[Records shown — start]
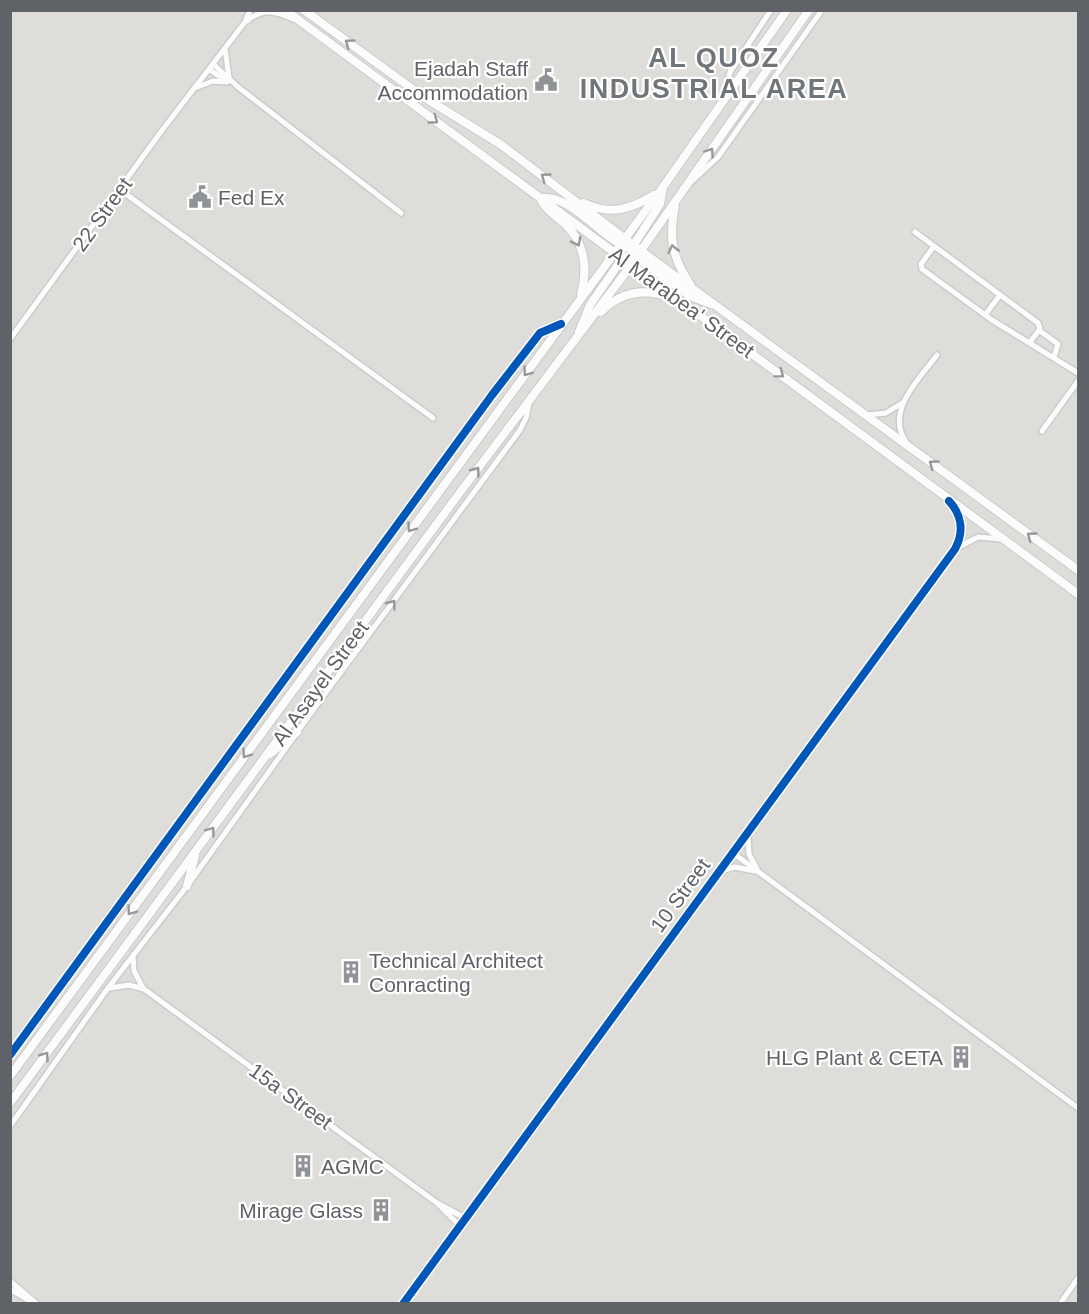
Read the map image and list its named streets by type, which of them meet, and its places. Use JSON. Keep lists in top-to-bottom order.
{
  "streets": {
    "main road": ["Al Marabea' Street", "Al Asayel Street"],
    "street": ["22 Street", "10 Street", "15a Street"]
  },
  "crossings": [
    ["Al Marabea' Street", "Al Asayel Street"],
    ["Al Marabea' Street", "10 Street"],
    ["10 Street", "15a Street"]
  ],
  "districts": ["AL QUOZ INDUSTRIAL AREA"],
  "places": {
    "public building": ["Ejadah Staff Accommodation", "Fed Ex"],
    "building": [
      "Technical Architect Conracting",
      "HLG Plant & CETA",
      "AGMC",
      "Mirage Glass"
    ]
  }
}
[Records shown — finish]
## Exercise objective
Quote every record above exactly, leaving out the pictures.

## Exercise solution
Read the map image and list its named streets by type, which of them meet, and its places. Use JSON. Keep lists in top-to-bottom order.
{
  "streets": {
    "main road": ["Al Marabea' Street", "Al Asayel Street"],
    "street": ["22 Street", "10 Street", "15a Street"]
  },
  "crossings": [
    ["Al Marabea' Street", "Al Asayel Street"],
    ["Al Marabea' Street", "10 Street"],
    ["10 Street", "15a Street"]
  ],
  "districts": ["AL QUOZ INDUSTRIAL AREA"],
  "places": {
    "public building": ["Ejadah Staff Accommodation", "Fed Ex"],
    "building": [
      "Technical Architect Conracting",
      "HLG Plant & CETA",
      "AGMC",
      "Mirage Glass"
    ]
  }
}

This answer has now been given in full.